* _WHAT THE EXERCISE ASKS_
Leaving pictures aside, restate exactly the lines of the data below, from the first one through the line that contains "0 #dbdbdb) drop-shadow(-2px".

Collected data:
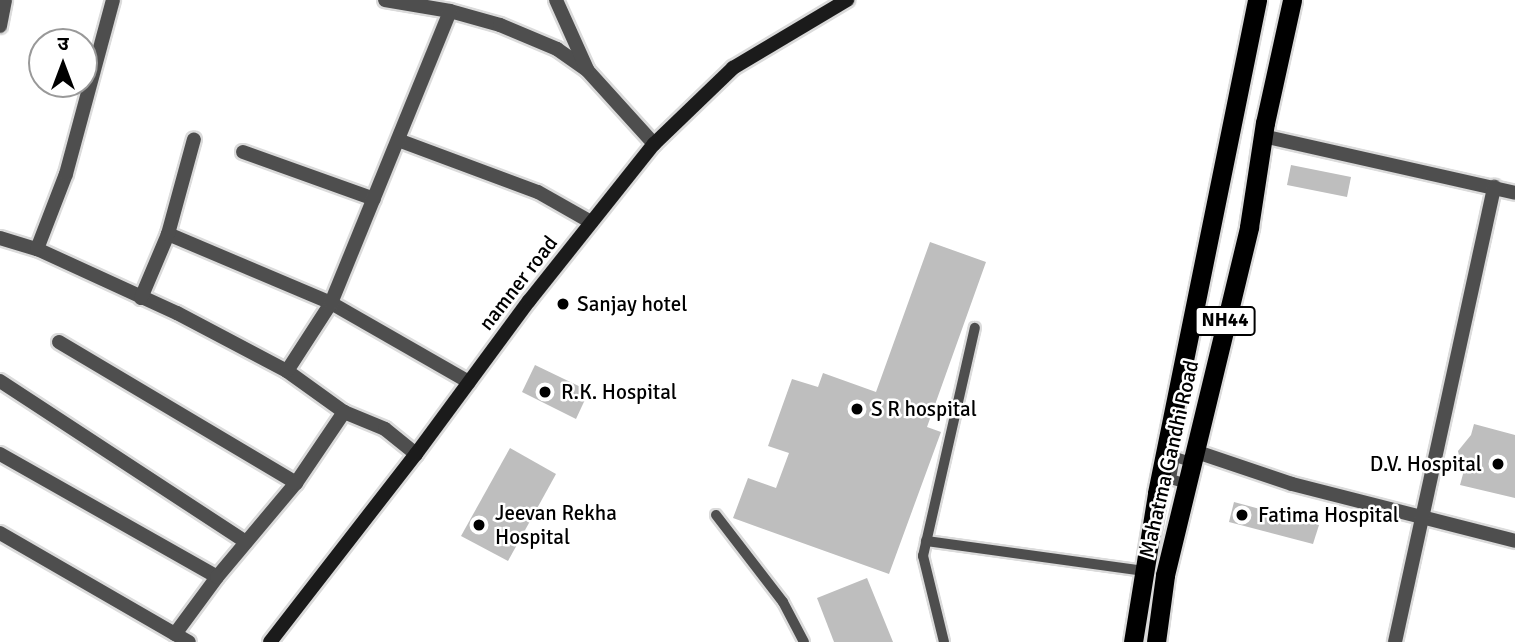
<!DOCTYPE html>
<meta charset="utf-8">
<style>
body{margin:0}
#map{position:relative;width:1515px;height:642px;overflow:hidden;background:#fff;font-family:Signika,"Noto Sans Devanagari",sans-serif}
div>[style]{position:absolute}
.building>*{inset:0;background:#bebebe}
.roads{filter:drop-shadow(2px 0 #dbdbdb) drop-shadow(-2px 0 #dbdbdb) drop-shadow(0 2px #dbdbdb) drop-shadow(0 -2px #dbdbdb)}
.service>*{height:10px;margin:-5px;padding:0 5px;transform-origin:5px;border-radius:5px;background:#4e4e4e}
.minor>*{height:14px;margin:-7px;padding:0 7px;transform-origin:7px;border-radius:7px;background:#4e4e4e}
.secondary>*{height:14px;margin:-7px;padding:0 7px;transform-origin:7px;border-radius:7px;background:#1b1b1b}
.trunk>*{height:19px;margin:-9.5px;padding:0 9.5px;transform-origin:9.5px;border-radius:9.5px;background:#000}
.dots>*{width:19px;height:19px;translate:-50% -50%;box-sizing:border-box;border:4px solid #fff;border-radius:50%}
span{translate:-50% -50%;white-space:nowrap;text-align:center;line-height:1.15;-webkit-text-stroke:5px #fff;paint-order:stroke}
.shield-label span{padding:2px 5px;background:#fff;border:2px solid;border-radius:5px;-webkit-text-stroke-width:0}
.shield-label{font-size:19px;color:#000;font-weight:700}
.street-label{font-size:21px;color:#000}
.poi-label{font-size:21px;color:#000}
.left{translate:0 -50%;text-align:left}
.right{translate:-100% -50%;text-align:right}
.north{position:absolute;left:28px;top:28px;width:70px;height:70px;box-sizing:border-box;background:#fff;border:2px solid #999;border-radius:50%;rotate:0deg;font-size:19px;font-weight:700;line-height:28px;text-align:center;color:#000}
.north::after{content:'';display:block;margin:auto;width:24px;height:32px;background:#000;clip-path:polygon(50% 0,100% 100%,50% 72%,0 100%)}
</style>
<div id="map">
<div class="building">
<div style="clip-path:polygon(1291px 165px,1351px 177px,1347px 197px,1287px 185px)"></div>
<div style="clip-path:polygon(930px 242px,986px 262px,927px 427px,941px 432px,889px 574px,733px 518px,748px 478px,776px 488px,789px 453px,768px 446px,792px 379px,818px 387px,823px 373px,876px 392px)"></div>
<div style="clip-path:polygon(535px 365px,589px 391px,576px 419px,522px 392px)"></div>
<div style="clip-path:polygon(1474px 424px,1515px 435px,1515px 498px,1460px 485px,1463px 474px,1458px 451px,1471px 435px)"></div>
<div style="clip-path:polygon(510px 448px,556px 474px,508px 561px,461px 536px)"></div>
<div style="clip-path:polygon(1234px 502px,1319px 525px,1313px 544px,1229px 522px)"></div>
<div style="clip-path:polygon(867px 578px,893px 642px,834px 642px,817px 598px)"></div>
</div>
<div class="roads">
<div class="service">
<div style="left:1187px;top:484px;width:17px;rotate:-163deg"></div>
<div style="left:1171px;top:479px;width:22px;rotate:-80deg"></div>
<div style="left:1175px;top:457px;width:17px;rotate:17deg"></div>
<div style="left:716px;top:515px;width:110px;rotate:52.4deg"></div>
<div style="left:783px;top:602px;width:45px;rotate:62.3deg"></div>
<div style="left:926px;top:541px;width:221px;rotate:7.8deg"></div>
<div style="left:944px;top:642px;width:89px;rotate:-103.7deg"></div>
<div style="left:923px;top:556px;width:234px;rotate:-77.2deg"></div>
</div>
<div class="minor">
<div style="left:385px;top:0;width:66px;rotate:9.6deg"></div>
<div style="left:450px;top:11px;width:52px;rotate:15.6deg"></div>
<div style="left:500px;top:25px;width:62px;rotate:22.8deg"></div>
<div style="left:557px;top:49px;width:37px;rotate:35deg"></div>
<div style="left:587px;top:70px;width:100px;rotate:47.8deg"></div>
<div style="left:556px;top:0;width:76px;rotate:65.8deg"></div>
<div style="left:0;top:26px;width:26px;rotate:-79deg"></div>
<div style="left:1263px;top:136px;width:258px;rotate:12.7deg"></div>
<div style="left:398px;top:140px;width:149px;rotate:20.4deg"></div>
<div style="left:538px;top:192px;width:61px;rotate:29.5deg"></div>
<div style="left:243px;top:152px;width:139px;rotate:19.7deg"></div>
<div style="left:168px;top:234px;width:177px;rotate:22.9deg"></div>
<div style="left:331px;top:303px;width:159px;rotate:29.8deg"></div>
<div style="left:0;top:238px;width:39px;rotate:17deg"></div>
<div style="left:37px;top:249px;width:154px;rotate:24.6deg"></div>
<div style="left:177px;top:313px;width:124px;rotate:27.8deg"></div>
<div style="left:287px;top:371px;width:70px;rotate:35.7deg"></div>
<div style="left:344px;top:412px;width:44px;rotate:22.5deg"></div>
<div style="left:385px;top:429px;width:40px;rotate:39deg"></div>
<div style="left:37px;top:249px;width:80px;rotate:-68.9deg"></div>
<div style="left:66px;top:174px;width:180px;rotate:-74.9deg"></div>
<div style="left:141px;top:298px;width:69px;rotate:-67.1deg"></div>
<div style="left:168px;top:234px;width:98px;rotate:-74.7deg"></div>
<div style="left:59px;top:342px;width:276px;rotate:30.7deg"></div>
<div style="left:287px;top:371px;width:81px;rotate:-57.1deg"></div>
<div style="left:331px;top:303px;width:315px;rotate:-67.8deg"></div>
<div style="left:0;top:381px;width:294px;rotate:33.2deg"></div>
<div style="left:1194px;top:451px;width:103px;rotate:18.6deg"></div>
<div style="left:1292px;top:484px;width:230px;rotate:14.3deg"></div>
<div style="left:0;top:454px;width:249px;rotate:29.5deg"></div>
<div style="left:0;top:533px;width:218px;rotate:30deg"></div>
<div style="left:175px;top:634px;width:71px;rotate:-53.6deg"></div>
<div style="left:217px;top:577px;width:123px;rotate:-50deg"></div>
<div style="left:296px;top:483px;width:86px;rotate:-55.9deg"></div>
<div style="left:1395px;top:642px;width:466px;rotate:-77.7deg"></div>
</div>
<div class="secondary">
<div style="left:270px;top:642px;width:238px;rotate:-52.2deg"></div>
<div style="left:416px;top:454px;width:190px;rotate:-53.6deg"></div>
<div style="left:529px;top:301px;width:201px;rotate:-51.5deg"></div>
<div style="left:654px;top:144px;width:110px;rotate:-43.9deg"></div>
<div style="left:733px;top:68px;width:133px;rotate:-30.8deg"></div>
</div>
<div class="trunk">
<div style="left:1133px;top:642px;width:151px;rotate:-80.8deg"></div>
<div style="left:1157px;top:493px;width:503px;rotate:-78.53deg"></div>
<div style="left:1156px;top:642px;width:68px;rotate:-82.3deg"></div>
<div style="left:1165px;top:575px;width:358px;rotate:-76.4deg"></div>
<div style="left:1249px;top:227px;width:105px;rotate:-81.3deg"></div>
<div style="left:1265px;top:123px;width:126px;rotate:-77.6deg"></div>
</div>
</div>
<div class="dots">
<div style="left:563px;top:304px;background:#000"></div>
<div style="left:545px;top:392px;background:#000"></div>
<div style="left:857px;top:409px;background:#000"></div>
<div style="left:1498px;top:464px;background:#000"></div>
<div style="left:1242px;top:515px;background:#000"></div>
<div style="left:479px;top:525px;background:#000"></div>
</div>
<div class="shield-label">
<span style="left:1225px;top:321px">NH44</span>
</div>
<div class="street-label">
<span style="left:518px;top:283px;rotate:-52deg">namner road</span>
<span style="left:1169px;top:459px;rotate:-77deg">Mahatma Gandhi Road</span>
</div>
<div class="poi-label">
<span class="left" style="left:577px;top:304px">Sanjay hotel</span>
<span class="left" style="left:561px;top:392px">R.K. Hospital</span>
<span class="left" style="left:871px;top:409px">S R hospital</span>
<span class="right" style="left:1482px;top:464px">D.V. Hospital</span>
<span class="left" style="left:495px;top:525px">Jeevan Rekha<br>Hospital</span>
<span class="left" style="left:1258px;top:515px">Fatima Hospital</span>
</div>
<div class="north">उ</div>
</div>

* _TASK RESULT_
<!DOCTYPE html>
<meta charset="utf-8">
<style>
body{margin:0}
#map{position:relative;width:1515px;height:642px;overflow:hidden;background:#fff;font-family:Signika,"Noto Sans Devanagari",sans-serif}
div>[style]{position:absolute}
.building>*{inset:0;background:#bebebe}
.roads{filter:drop-shadow(2px 0 #dbdbdb) drop-shadow(-2px 0 #dbdbdb) drop-shadow(0 2px #dbdbdb) drop-shadow(0 -2px #dbdbdb)}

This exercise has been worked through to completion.